Monday, January 11, 2010

Winter Time Diversions

Cliff Morrow
My wife has been a lifelong ardent lover of horses. She grew up in Denver and had spent much of her childhood free time and money by renting and riding horses. That is up until she received a horse for a birthday gift when she was 12. That ownership led to a lifelong attraction to the hairy beasts.
Most of my childhood horse experience was gained in front of a black and white television, watching the Lone Ranger and Roy Rogers and Dale Evans. Not a lot of practical experience was gained from observing the Lone Ranger unless of course you think horses should be at a full gallop, all of the time. I think "Silver" was an old barrel horse.
At our farm, we ran out of Dad's work horses in the early 1950s. The last two horses spent their final days here on this farm doing what horses do best, converting hay into fertilizer.
We did 'winter' a horse for a man for a few years back in my middle school days. Uh, middle school would have been the middle two rows of desks in our first through eighth grade country school.
Back then you could get a free horse to use doing your cattle chores in the wintertime so long as you fed and watered the mare from fall through late spring. (Incidentally I would now make that same offer to someone else who needed a horse to look at in the winter time.)
These horses were broodmares and expecting young ones, so they became too wide to ride by about April. Those few years were the extent of my horse experience. It did prove successful in getting me over the "romantic" notion in my mind of being able to ride into the sunset strumming my guitar while singing Happy Trails in two-part harmony. The main reason for my lack of continued enthusiasm is that I didn't know what I was doing, and the horse did know what she was doing. And besides, neither one of us could play a guitar.
Case in point is the day I was at a full gallop in a field of cornstalks and heading to look at the cattle on the east side of the 160 acres. I noticed that the cinch was flapping in the wind on the south side of the horse and that the big leather cinch strap was doing the same on the north side of the horse. I felt like the coyote on the Road Runner cartoons who always looked straight into the camera lens after accidentally running out into mid-air, on a chase.
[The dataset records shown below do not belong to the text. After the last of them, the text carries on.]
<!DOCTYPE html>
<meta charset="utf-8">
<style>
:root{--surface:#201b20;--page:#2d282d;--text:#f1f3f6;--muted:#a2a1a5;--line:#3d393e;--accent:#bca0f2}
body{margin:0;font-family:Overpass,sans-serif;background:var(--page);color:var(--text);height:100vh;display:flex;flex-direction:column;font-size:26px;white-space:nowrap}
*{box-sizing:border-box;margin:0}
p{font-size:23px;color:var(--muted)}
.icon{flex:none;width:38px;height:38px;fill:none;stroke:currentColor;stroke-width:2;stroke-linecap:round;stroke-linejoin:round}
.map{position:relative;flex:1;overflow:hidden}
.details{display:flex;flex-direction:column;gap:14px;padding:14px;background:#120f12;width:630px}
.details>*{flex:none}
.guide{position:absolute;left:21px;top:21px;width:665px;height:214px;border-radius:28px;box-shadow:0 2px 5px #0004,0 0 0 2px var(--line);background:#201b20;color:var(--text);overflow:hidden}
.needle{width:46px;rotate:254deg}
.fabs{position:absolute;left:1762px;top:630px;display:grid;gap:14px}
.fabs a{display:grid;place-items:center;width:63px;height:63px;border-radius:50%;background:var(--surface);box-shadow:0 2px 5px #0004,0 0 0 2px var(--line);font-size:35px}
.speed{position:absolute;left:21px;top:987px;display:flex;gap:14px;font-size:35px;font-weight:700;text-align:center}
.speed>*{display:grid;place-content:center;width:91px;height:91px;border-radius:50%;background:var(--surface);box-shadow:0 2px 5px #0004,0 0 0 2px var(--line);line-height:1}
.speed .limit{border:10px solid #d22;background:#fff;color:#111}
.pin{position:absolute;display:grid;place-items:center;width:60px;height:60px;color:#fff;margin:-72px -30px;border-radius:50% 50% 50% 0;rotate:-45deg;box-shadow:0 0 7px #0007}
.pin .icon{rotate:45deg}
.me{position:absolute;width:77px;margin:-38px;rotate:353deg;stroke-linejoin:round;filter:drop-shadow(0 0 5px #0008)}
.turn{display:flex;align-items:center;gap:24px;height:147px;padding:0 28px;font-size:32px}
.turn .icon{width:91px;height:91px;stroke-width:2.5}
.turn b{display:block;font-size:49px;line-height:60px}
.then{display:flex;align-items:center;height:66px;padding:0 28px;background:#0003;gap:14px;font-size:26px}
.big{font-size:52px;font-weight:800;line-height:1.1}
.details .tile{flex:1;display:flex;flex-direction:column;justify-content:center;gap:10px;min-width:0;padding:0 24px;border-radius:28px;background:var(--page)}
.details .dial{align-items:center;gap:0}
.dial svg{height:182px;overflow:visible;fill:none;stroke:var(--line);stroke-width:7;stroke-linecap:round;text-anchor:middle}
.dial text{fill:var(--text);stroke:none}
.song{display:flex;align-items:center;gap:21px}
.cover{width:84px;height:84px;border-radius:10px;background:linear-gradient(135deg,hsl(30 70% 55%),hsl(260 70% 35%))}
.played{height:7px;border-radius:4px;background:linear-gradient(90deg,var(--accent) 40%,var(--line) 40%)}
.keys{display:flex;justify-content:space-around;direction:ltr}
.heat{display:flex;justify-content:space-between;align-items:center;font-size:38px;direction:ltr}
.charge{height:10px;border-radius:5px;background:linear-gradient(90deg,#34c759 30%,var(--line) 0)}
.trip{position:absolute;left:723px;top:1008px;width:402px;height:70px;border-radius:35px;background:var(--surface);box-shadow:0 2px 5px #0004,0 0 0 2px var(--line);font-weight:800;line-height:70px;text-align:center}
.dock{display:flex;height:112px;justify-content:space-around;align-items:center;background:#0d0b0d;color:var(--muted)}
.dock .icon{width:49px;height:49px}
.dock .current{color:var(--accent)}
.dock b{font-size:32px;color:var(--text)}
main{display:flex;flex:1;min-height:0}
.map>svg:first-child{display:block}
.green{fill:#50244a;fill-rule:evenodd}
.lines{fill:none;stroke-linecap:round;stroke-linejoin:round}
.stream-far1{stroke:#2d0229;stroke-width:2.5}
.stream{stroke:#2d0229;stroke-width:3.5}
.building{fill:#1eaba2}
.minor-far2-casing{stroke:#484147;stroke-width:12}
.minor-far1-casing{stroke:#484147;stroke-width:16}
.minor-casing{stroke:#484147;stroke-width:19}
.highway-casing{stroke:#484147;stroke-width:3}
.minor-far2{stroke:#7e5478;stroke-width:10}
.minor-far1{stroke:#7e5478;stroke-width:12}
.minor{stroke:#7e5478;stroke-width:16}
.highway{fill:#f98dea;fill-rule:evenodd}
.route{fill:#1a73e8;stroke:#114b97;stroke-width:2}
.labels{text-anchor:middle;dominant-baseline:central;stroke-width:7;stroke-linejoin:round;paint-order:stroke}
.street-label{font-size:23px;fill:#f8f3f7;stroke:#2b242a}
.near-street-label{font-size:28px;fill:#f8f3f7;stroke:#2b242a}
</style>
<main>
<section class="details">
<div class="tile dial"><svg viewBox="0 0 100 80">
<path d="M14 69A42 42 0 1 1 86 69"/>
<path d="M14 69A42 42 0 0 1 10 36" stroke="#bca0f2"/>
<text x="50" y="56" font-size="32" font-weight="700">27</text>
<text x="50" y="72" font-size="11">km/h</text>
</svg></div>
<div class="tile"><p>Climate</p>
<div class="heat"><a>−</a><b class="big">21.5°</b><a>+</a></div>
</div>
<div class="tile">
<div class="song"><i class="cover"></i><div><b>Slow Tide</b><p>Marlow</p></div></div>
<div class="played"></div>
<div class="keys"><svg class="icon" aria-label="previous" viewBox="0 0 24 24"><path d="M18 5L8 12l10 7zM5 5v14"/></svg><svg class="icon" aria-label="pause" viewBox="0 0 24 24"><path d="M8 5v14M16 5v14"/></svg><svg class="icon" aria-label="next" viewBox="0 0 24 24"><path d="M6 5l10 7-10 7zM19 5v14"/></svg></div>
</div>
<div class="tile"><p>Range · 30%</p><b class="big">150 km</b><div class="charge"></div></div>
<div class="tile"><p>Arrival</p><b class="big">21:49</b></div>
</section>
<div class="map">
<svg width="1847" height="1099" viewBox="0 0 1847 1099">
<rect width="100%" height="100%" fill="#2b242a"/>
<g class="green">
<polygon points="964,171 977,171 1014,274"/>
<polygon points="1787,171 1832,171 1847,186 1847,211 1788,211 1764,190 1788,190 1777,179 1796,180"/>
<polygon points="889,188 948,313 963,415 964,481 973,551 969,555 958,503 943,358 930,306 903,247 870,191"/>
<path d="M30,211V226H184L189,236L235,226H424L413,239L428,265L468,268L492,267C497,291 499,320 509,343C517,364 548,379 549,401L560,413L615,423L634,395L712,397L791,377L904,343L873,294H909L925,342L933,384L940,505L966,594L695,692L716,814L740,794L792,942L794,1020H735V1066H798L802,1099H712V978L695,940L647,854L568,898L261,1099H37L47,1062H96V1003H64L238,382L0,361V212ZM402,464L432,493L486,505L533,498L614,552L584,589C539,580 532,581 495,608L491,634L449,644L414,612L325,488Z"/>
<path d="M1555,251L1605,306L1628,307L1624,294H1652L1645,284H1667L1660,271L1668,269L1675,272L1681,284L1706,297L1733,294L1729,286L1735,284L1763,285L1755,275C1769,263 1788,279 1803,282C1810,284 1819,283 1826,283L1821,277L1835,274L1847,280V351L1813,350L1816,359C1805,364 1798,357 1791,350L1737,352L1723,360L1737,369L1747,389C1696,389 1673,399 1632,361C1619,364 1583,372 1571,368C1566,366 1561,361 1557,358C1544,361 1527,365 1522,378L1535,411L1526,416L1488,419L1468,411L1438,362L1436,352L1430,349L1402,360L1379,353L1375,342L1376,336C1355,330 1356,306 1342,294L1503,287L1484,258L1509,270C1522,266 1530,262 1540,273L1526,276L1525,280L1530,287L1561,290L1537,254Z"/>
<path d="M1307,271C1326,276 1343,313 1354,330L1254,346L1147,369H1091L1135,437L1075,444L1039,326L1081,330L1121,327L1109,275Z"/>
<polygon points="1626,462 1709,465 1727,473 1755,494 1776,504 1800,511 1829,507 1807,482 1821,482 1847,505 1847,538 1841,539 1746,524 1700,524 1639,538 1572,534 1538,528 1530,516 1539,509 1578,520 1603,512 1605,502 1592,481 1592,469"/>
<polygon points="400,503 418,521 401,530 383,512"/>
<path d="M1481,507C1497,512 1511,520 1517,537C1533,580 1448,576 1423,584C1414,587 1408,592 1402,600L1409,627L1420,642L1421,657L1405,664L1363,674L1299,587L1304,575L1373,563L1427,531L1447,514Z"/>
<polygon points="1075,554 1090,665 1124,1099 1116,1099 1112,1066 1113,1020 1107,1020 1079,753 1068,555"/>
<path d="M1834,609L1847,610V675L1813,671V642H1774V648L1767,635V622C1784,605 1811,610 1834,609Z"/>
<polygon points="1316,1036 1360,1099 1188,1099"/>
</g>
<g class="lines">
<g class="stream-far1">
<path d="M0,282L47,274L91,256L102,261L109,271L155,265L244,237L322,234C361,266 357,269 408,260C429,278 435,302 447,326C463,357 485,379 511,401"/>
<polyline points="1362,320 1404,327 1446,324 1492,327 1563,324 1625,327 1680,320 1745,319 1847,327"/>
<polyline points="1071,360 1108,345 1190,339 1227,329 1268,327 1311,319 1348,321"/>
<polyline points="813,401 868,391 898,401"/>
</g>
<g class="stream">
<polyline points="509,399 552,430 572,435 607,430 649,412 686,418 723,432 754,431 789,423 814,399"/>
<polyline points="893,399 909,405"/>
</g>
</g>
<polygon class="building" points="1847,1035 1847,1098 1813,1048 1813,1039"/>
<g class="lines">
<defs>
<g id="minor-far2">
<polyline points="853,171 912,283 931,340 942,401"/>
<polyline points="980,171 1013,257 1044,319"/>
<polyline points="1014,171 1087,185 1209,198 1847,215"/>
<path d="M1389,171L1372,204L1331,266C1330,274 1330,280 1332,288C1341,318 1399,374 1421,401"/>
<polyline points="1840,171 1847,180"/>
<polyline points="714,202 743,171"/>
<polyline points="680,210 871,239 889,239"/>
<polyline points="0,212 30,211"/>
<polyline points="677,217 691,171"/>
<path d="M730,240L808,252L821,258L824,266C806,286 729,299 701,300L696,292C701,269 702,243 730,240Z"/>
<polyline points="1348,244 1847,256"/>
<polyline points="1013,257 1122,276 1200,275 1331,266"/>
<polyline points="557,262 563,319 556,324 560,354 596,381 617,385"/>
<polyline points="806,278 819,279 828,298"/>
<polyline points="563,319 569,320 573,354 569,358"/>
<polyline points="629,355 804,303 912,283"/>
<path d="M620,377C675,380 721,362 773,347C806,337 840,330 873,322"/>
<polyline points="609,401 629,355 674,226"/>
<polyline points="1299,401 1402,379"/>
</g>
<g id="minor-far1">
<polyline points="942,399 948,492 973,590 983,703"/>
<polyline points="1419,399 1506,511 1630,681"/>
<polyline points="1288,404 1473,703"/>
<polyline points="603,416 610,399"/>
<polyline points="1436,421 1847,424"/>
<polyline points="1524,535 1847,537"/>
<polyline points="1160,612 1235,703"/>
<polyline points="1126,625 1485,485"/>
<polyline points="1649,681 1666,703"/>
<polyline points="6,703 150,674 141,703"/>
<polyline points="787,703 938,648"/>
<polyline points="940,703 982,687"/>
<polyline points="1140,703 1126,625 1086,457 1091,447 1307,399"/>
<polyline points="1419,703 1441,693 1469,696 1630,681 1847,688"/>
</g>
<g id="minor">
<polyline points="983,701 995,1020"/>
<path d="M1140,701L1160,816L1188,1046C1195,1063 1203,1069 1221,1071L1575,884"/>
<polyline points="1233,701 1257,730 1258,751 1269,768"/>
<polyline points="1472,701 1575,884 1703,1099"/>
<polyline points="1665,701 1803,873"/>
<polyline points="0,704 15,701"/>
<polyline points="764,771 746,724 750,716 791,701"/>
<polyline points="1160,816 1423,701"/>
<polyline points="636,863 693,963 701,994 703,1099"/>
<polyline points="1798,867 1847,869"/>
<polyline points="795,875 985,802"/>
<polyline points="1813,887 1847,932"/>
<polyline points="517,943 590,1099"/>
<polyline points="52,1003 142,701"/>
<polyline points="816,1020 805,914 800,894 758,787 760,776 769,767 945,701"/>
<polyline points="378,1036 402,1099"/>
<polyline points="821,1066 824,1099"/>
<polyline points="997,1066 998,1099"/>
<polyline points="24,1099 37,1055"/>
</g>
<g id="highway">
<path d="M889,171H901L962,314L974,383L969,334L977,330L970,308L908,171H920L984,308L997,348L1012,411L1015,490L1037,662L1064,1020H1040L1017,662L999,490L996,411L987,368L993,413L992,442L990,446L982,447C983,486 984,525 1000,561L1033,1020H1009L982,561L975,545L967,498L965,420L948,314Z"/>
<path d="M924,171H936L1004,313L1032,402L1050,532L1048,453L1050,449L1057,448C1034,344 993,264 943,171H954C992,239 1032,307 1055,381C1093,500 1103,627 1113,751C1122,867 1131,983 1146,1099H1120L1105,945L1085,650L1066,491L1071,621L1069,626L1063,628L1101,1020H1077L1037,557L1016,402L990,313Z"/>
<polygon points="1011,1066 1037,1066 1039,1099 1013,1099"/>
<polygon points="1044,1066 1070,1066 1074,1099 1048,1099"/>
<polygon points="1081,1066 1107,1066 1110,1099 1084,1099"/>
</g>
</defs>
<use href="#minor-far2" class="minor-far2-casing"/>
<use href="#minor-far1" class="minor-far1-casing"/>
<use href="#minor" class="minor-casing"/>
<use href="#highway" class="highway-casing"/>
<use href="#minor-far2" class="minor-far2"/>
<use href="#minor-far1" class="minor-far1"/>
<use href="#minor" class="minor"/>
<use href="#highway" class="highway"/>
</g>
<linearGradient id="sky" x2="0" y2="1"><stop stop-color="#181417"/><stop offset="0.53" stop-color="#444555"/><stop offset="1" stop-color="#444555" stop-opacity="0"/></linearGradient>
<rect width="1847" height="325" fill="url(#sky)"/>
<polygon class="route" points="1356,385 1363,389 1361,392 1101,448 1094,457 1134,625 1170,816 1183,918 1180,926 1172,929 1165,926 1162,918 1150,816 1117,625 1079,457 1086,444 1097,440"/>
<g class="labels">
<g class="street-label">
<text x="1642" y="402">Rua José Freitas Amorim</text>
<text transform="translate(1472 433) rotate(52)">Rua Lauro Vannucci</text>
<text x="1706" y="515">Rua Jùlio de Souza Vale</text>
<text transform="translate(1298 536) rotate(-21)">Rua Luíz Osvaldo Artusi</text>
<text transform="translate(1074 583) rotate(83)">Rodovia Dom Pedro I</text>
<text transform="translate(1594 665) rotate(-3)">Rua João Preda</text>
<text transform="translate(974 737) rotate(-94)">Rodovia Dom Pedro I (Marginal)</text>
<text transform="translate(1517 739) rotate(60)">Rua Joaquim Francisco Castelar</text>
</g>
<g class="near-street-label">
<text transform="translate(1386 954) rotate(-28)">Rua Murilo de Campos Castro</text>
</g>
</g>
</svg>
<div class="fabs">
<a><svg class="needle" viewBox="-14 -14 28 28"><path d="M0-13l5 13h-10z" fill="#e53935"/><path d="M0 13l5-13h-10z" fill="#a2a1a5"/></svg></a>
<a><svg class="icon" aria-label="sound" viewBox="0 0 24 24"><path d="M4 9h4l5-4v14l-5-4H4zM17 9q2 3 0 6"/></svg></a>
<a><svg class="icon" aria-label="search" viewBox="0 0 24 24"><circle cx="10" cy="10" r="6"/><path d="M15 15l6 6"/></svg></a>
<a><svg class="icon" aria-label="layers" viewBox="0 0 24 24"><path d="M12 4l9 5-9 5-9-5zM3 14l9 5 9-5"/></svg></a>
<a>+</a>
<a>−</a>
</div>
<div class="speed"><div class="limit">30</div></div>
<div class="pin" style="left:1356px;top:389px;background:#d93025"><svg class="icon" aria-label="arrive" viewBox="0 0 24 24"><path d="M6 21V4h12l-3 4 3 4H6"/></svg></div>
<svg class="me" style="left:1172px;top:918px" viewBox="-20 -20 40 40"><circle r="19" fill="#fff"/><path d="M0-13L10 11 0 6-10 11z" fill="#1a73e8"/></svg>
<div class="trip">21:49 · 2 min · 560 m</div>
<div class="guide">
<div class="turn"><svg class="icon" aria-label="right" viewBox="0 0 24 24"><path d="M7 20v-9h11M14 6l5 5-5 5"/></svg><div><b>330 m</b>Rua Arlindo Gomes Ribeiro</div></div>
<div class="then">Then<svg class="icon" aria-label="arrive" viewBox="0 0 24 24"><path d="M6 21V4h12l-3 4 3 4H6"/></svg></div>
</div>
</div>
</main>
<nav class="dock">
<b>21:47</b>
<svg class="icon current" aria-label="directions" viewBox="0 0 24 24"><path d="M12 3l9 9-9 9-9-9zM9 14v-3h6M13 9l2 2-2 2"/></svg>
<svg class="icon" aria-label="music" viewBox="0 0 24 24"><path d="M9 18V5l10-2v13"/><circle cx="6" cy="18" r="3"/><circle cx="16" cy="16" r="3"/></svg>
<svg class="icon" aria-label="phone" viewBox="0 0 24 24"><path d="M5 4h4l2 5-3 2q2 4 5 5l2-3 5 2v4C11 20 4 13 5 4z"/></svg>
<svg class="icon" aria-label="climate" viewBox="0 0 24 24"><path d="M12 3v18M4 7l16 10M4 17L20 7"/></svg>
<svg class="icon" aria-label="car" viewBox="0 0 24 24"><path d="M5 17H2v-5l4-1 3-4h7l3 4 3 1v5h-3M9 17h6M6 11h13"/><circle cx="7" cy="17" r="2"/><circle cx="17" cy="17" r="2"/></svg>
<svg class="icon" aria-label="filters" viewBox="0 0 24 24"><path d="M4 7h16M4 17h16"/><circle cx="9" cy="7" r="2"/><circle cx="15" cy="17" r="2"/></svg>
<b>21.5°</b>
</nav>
I really didn't know how to ride but I gained valuable experience that day. I knew I could ride that horse at a gallop without a cinch, and that I could ride her at a walk without a cinch. I had my doubts about the 'trot' one must go through between the two. My doubts were well founded.
As my stunt riding career came to a close, my future bride was in Denver becoming proficient at riding hunters and jumpers. After we met and married, it was my desire to try to impress her with the idea of something that I had seen in a Courier and Ives painting. I was going to make a sleigh, and I would have her buy a single harness and train one of our horses to pull it. I did build the sleigh. It was sturdy and very, very heavy. I had welded it together. Farmers shouldn't build sleighs. It turned into what a training sleigh for an elephant might look like.
Marilyn was successful with her part of the bargain and the big day arrived. We harnessed the horse, placed a set of sleigh bells on the harness, put on all of the clothes we owned, (it was about zero out) and started over to the neighbors to say "Hi neighbors!" Then we answered some of their questions, "Oh sure, the sleigh, yeah we thought we'd save some money and come visit under horsepower." "Well, we were walking because the mare can't pull the sleigh with people in it, it's too heavy." "Yep, she is a stout sled." "Thanks."
As it turned out we had lunch with the neighbors and the horse then had more than enough power to pull both the sleigh and my wife and I, after we had made the turn toward home. Horses are like that. By the end of that frosty trip, I also learned that as romantic as riding in the fresh air on a sleigh might sound, it isn't. Horses constantly shed hair in the wintertime, and they don't have catalytic converters on their exhaust systems and it's so cold that the word "survival" begins to have clear meaning.
If you want to try this yourself, pick a really cold day, put on all the clothes you own, then roll the window down on your pickup for the next 20 miles. Don't forget the bells. Quite romantic, eh?